__Assignment__: Nothing but the data, repeated exactly, belongs in the answer.

__Data to examine__:
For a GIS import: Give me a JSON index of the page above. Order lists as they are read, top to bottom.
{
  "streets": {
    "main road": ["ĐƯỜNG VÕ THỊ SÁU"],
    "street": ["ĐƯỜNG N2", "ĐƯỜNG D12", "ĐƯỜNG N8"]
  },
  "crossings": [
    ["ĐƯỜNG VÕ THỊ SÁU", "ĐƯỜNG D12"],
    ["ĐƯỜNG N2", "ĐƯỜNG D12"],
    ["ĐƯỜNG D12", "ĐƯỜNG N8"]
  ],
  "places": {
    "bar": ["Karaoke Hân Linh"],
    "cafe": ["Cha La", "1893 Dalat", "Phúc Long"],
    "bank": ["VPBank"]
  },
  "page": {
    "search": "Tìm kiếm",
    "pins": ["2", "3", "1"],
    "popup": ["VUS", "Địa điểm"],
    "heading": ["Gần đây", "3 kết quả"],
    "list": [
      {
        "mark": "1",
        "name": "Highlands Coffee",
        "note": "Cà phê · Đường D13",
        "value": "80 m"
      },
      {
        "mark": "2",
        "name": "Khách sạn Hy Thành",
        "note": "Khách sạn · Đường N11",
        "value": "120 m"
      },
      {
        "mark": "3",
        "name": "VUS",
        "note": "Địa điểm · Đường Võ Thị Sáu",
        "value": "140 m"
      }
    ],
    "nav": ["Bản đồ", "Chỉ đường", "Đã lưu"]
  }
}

__Answer section__:
For a GIS import: Give me a JSON index of the page above. Order lists as they are read, top to bottom.
{
  "streets": {
    "main road": ["ĐƯỜNG VÕ THỊ SÁU"],
    "street": ["ĐƯỜNG N2", "ĐƯỜNG D12", "ĐƯỜNG N8"]
  },
  "crossings": [
    ["ĐƯỜNG VÕ THỊ SÁU", "ĐƯỜNG D12"],
    ["ĐƯỜNG N2", "ĐƯỜNG D12"],
    ["ĐƯỜNG D12", "ĐƯỜNG N8"]
  ],
  "places": {
    "bar": ["Karaoke Hân Linh"],
    "cafe": ["Cha La", "1893 Dalat", "Phúc Long"],
    "bank": ["VPBank"]
  },
  "page": {
    "search": "Tìm kiếm",
    "pins": ["2", "3", "1"],
    "popup": ["VUS", "Địa điểm"],
    "heading": ["Gần đây", "3 kết quả"],
    "list": [
      {
        "mark": "1",
        "name": "Highlands Coffee",
        "note": "Cà phê · Đường D13",
        "value": "80 m"
      },
      {
        "mark": "2",
        "name": "Khách sạn Hy Thành",
        "note": "Khách sạn · Đường N11",
        "value": "120 m"
      },
      {
        "mark": "3",
        "name": "VUS",
        "note": "Địa điểm · Đường Võ Thị Sáu",
        "value": "140 m"
      }
    ],
    "nav": ["Bản đồ", "Chỉ đường", "Đã lưu"]
  }
}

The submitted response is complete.